Work instruction -
Every record must be retyped exactly as it reads.

______________________________

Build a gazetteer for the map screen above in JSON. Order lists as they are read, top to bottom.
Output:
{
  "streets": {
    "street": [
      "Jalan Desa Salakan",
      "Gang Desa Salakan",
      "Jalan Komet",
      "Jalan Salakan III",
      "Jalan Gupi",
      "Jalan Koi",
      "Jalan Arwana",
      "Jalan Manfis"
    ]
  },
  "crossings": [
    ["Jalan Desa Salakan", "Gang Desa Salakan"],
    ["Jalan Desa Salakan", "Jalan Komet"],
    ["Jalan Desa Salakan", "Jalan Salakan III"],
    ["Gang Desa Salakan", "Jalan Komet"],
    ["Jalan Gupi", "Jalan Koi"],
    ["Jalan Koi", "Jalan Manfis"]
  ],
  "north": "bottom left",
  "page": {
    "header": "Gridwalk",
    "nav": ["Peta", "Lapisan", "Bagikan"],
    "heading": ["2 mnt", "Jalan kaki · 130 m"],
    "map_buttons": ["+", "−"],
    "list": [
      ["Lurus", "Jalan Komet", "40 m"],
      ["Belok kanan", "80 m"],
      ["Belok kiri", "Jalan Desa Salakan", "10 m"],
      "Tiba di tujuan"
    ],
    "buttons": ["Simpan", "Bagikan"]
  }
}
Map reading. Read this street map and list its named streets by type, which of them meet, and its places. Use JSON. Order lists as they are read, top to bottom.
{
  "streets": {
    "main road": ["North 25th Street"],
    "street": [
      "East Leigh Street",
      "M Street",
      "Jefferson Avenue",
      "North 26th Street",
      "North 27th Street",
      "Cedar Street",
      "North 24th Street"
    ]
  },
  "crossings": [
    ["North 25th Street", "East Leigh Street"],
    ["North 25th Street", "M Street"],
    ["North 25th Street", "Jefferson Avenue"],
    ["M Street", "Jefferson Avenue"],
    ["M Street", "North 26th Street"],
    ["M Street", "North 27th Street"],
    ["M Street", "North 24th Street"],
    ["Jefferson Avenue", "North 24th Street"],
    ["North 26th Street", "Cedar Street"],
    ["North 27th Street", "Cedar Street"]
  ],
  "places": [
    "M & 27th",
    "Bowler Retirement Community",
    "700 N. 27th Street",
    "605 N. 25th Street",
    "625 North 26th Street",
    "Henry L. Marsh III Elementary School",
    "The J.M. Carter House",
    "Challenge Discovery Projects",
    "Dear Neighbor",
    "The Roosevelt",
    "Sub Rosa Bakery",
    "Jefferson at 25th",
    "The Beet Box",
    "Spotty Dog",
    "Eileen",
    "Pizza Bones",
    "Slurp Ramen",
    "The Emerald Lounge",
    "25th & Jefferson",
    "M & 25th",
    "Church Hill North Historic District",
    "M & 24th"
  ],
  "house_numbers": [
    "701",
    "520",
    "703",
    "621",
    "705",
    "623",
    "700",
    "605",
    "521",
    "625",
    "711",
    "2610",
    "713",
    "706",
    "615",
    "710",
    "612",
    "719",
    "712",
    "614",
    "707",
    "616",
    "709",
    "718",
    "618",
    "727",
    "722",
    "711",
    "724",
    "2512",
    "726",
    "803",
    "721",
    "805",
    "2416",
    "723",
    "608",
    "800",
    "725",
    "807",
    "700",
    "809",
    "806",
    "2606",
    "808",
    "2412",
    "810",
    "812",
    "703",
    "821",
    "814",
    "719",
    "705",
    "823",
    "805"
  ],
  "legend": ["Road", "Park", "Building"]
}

______________________________

Response area -
Build a gazetteer for the map screen above in JSON. Order lists as they are read, top to bottom.
Output:
{
  "streets": {
    "street": [
      "Jalan Desa Salakan",
      "Gang Desa Salakan",
      "Jalan Komet",
      "Jalan Salakan III",
      "Jalan Gupi",
      "Jalan Koi",
      "Jalan Arwana",
      "Jalan Manfis"
    ]
  },
  "crossings": [
    ["Jalan Desa Salakan", "Gang Desa Salakan"],
    ["Jalan Desa Salakan", "Jalan Komet"],
    ["Jalan Desa Salakan", "Jalan Salakan III"],
    ["Gang Desa Salakan", "Jalan Komet"],
    ["Jalan Gupi", "Jalan Koi"],
    ["Jalan Koi", "Jalan Manfis"]
  ],
  "north": "bottom left",
  "page": {
    "header": "Gridwalk",
    "nav": ["Peta", "Lapisan", "Bagikan"],
    "heading": ["2 mnt", "Jalan kaki · 130 m"],
    "map_buttons": ["+", "−"],
    "list": [
      ["Lurus", "Jalan Komet", "40 m"],
      ["Belok kanan", "80 m"],
      ["Belok kiri", "Jalan Desa Salakan", "10 m"],
      "Tiba di tujuan"
    ],
    "buttons": ["Simpan", "Bagikan"]
  }
}
Map reading. Read this street map and list its named streets by type, which of them meet, and its places. Use JSON. Order lists as they are read, top to bottom.
{
  "streets": {
    "main road": ["North 25th Street"],
    "street": [
      "East Leigh Street",
      "M Street",
      "Jefferson Avenue",
      "North 26th Street",
      "North 27th Street",
      "Cedar Street",
      "North 24th Street"
    ]
  },
  "crossings": [
    ["North 25th Street", "East Leigh Street"],
    ["North 25th Street", "M Street"],
    ["North 25th Street", "Jefferson Avenue"],
    ["M Street", "Jefferson Avenue"],
    ["M Street", "North 26th Street"],
    ["M Street", "North 27th Street"],
    ["M Street", "North 24th Street"],
    ["Jefferson Avenue", "North 24th Street"],
    ["North 26th Street", "Cedar Street"],
    ["North 27th Street", "Cedar Street"]
  ],
  "places": [
    "M & 27th",
    "Bowler Retirement Community",
    "700 N. 27th Street",
    "605 N. 25th Street",
    "625 North 26th Street",
    "Henry L. Marsh III Elementary School",
    "The J.M. Carter House",
    "Challenge Discovery Projects",
    "Dear Neighbor",
    "The Roosevelt",
    "Sub Rosa Bakery",
    "Jefferson at 25th",
    "The Beet Box",
    "Spotty Dog",
    "Eileen",
    "Pizza Bones",
    "Slurp Ramen",
    "The Emerald Lounge",
    "25th & Jefferson",
    "M & 25th",
    "Church Hill North Historic District",
    "M & 24th"
  ],
  "house_numbers": [
    "701",
    "520",
    "703",
    "621",
    "705",
    "623",
    "700",
    "605",
    "521",
    "625",
    "711",
    "2610",
    "713",
    "706",
    "615",
    "710",
    "612",
    "719",
    "712",
    "614",
    "707",
    "616",
    "709",
    "718",
    "618",
    "727",
    "722",
    "711",
    "724",
    "2512",
    "726",
    "803",
    "721",
    "805",
    "2416",
    "723",
    "608",
    "800",
    "725",
    "807",
    "700",
    "809",
    "806",
    "2606",
    "808",
    "2412",
    "810",
    "812",
    "703",
    "821",
    "814",
    "719",
    "705",
    "823",
    "805"
  ],
  "legend": ["Road", "Park", "Building"]
}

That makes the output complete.